Apache Hadoop has become the driving force behind the development of large data industries, and hive and pig technologies are often mentioned. At the same time, computer tools designed to gain knowledge and insight from the vast treasures of unstructured data are also rapidly evolving. The development of these tools relies on advances in artificial intelligence technologies such as natural language processing, pattern recognition and machine learning.








can foresee a large number of tools and platforms to handle large unstructured data in the next year or two. In addition to the batch processing of Hadoop, the method based on stream data processing will also play a role in the application of real-time data analysis. In addition, the large data boom will challenge the understanding and requirements of visualization. Visualization in the data workflow will be interpreted and explored at the same time, data scientists will be visualization as a way to find the problem and explore the new features of the DataSet.








because of the high technical threshold of large data, so at present in the field of competition is mostly in data storage, analysis and other fields have the traditional advantages of manufacturers. Oracle Large Data Machine was officially released in January 2012. IBM's advantage in the Big data field is overall, and the robot "Watson" wins in the man-machine war, and is an example of IBM's bonus points for its large data analysis solution.








The Chinese market is very important in this emerging field. China has a large population base, IT infrastructure is also more mature, the amount of data is unimaginable. Optimists have seen an opportunity, whether it's a system upgrade to cope with the need for massive amounts of data, or an impulse to tap value from the data, and it's possible to usher in an era of intelligent "data innovation". (Liuyu author Unit: Chinese Academy of Sciences Automation)





(Responsible editor: Lu Guang)

Related Article

Contact Us

The content source of this page is from Internet, which doesn't represent Alibaba Cloud's opinion; products and services mentioned on that page don't have any relationship with Alibaba Cloud. If the content of the page makes you feel confusing, please write us an email, we will handle the problem within 5 days after receiving your email.
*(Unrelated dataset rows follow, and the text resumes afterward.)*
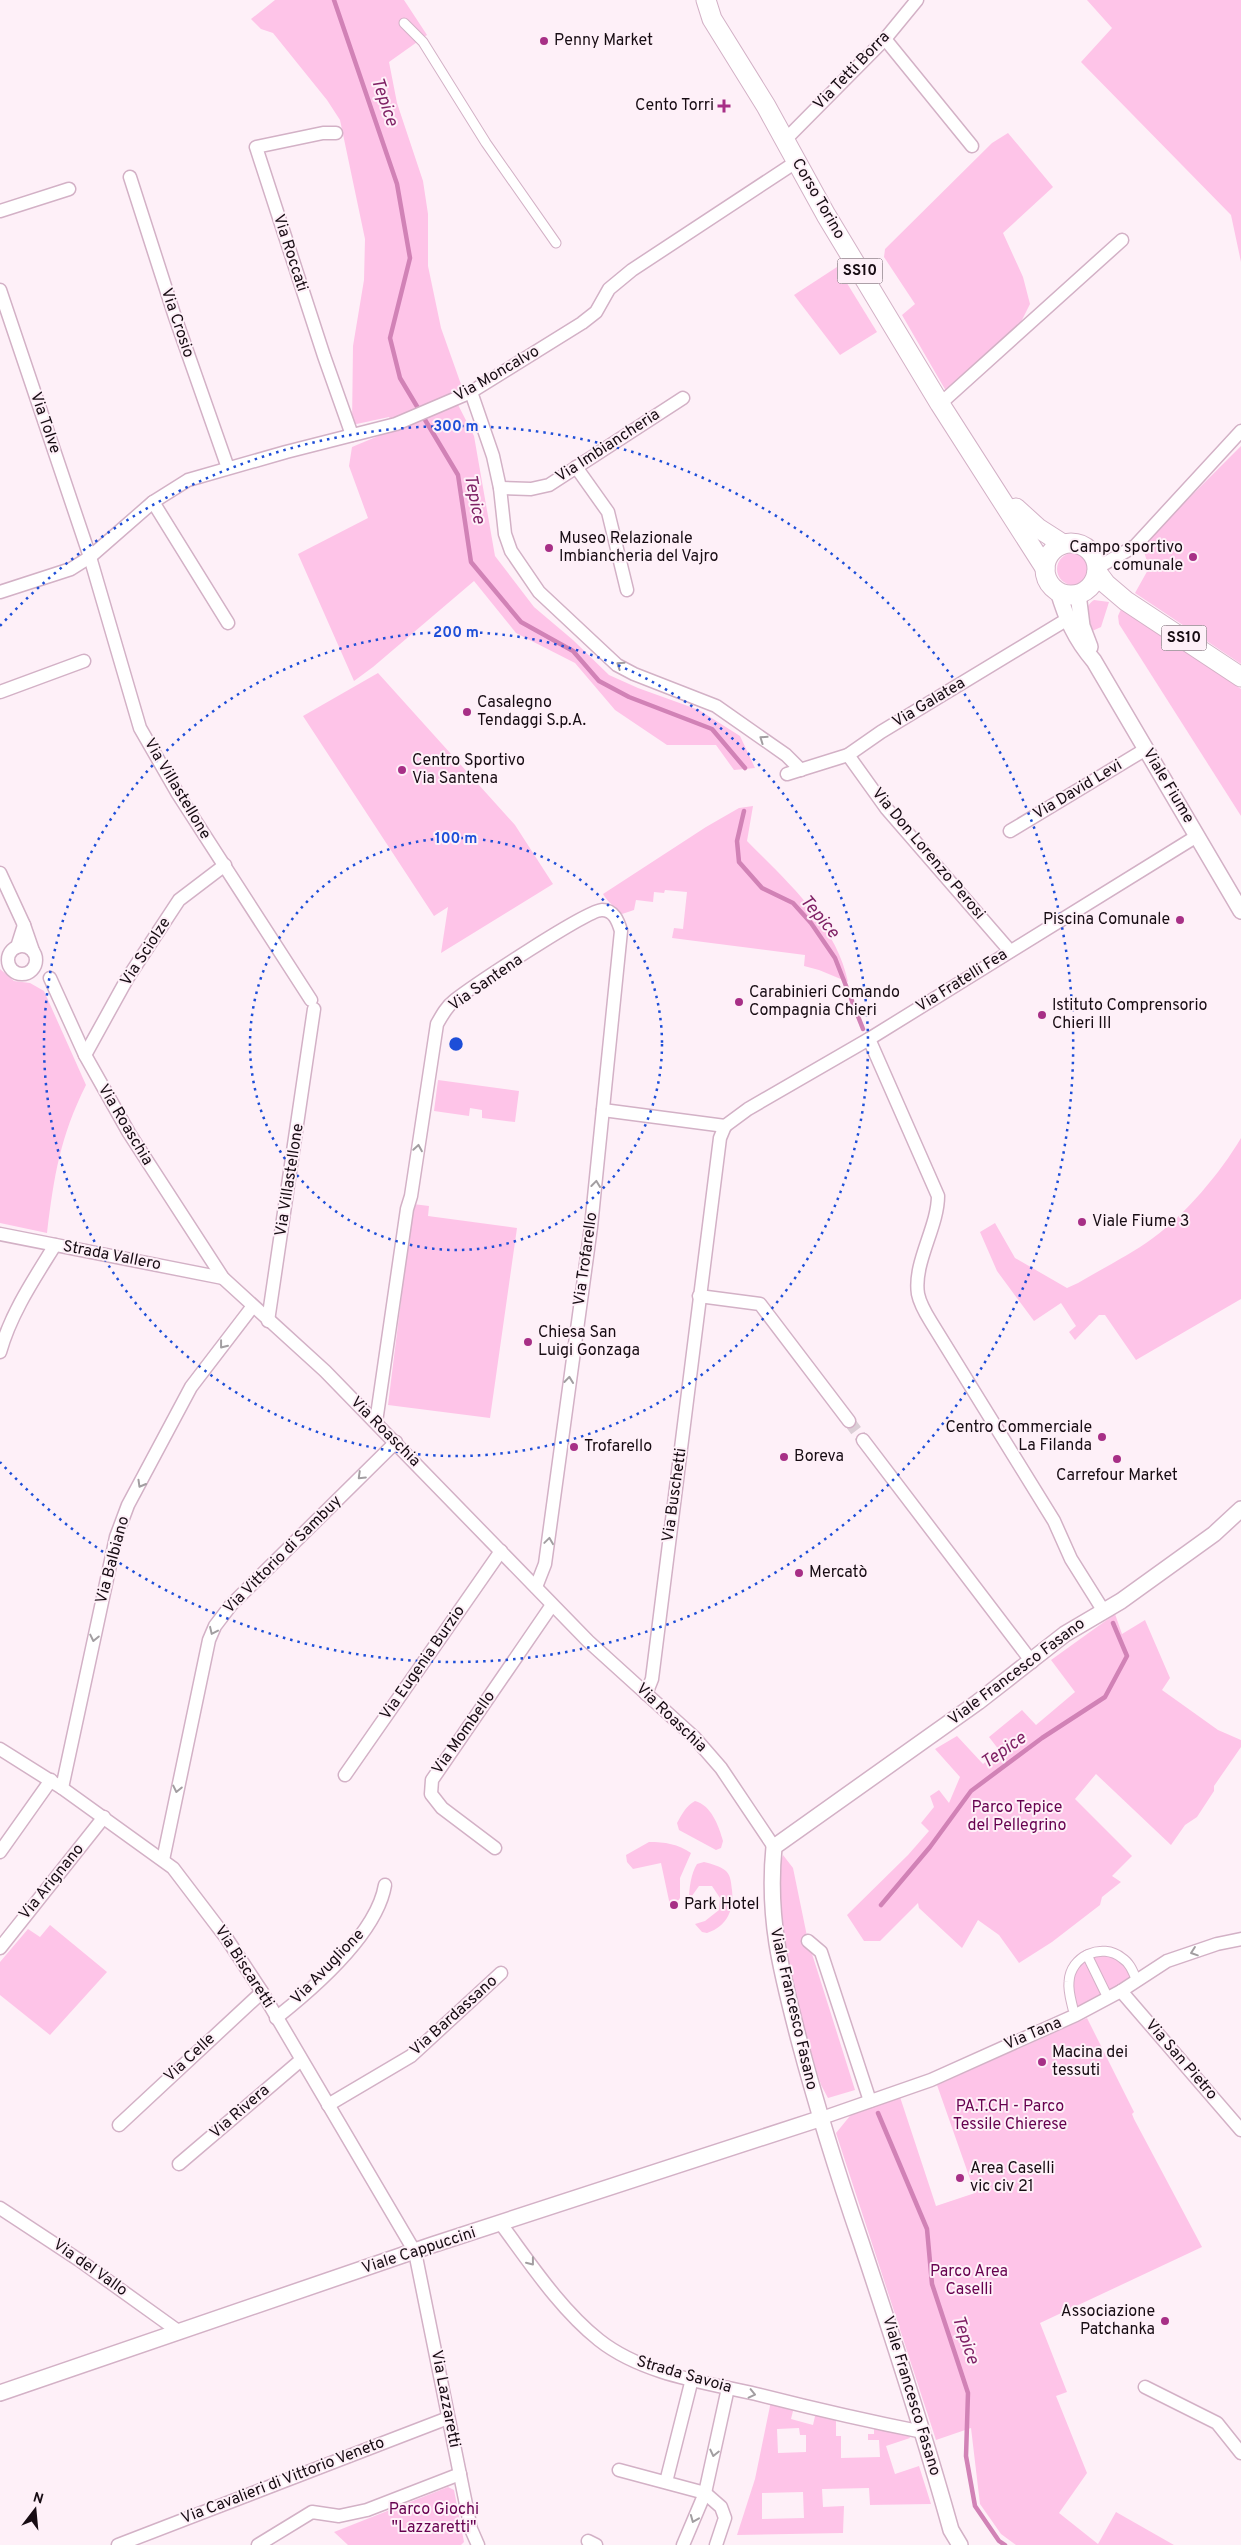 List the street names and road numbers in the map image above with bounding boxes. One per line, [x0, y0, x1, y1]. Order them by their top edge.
street label: Via Tetti Borra [809, 27, 895, 115]
street label: Corso Torino [787, 155, 849, 243]
street label: Via Roccati [268, 212, 312, 294]
road number: SS10 [838, 258, 882, 284]
street label: Via Crosio [156, 286, 198, 360]
street label: Via Moncalvo [451, 342, 543, 406]
street label: Via Tolve [25, 390, 65, 456]
street label: Via Imbiancheria [552, 405, 664, 487]
road number: SS10 [1162, 626, 1206, 650]
street label: Via Galatea [889, 673, 969, 733]
street label: Via Villastellone [139, 735, 215, 843]
street label: Viale Fiume [1138, 745, 1198, 827]
street label: Via David Levi [1030, 756, 1126, 824]
street label: Via Don Lorenzo Perosi [867, 784, 989, 924]
street label: Via Sciolze [116, 914, 176, 990]
street label: Via Fratelli Fea [913, 945, 1011, 1017]
street label: Via Santena [445, 950, 527, 1016]
street label: Via Roaschia [93, 1081, 157, 1169]
street label: Via Villastellone [271, 1122, 309, 1238]
street label: Via Trofarello [570, 1211, 602, 1307]
street label: Strada Vallero [61, 1237, 163, 1275]
street label: Via Roaschia [346, 1393, 424, 1471]
street label: Via Buschetti [658, 1447, 692, 1543]
street label: Via Vittorio di Sambuy [220, 1492, 346, 1618]
street label: Via Balbiano [92, 1514, 134, 1606]
street label: Via Eugenia Burzio [376, 1602, 470, 1724]
street label: Viale Francesco Fasano [945, 1614, 1089, 1730]
street label: Via Roaschia [631, 1679, 711, 1757]
street label: Via Mombello [428, 1687, 500, 1779]
street label: Via Arignano [15, 1840, 89, 1924]
street label: Via Biscaretti [210, 1922, 278, 2012]
street label: Via Avuglione [287, 1925, 369, 2009]
street label: Viale Francesco Fasano [765, 1926, 821, 2092]
street label: Via Bardassano [406, 1971, 502, 2061]
street label: Via Tana [1001, 2013, 1065, 2055]
street label: Via San Pietro [1141, 2016, 1222, 2104]
street label: Via Celle [160, 2029, 220, 2087]
street label: Via Rivera [206, 2081, 274, 2143]
street label: Viale Cappuccini [359, 2223, 479, 2279]
street label: Via del Vallo [49, 2235, 131, 2301]
street label: Viale Francesco Fasano [877, 2314, 945, 2478]
street label: Via Lazzaretti [426, 2349, 464, 2449]
street label: Strada Savoia [634, 2352, 734, 2398]
street label: Via Cavalieri di Vittorio Veneto [178, 2433, 388, 2529]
If you find any instances of plagiarism from the community, please send an email to: info-contact@alibabacloud.com and provide relevant evidence. A staff member will contact you within 5 working days.

A Free Trial That Lets You Build Big!

Start building with 50+ products and up to 12 months usage for Elastic Compute Service

  • Sales Support

    1 on 1 presale consultation

  • After-Sales Support

    24/7 Technical Support 6 Free Tickets per Quarter Faster Response

  • Alibaba Cloud offers highly flexible support services tailored to meet your exact needs.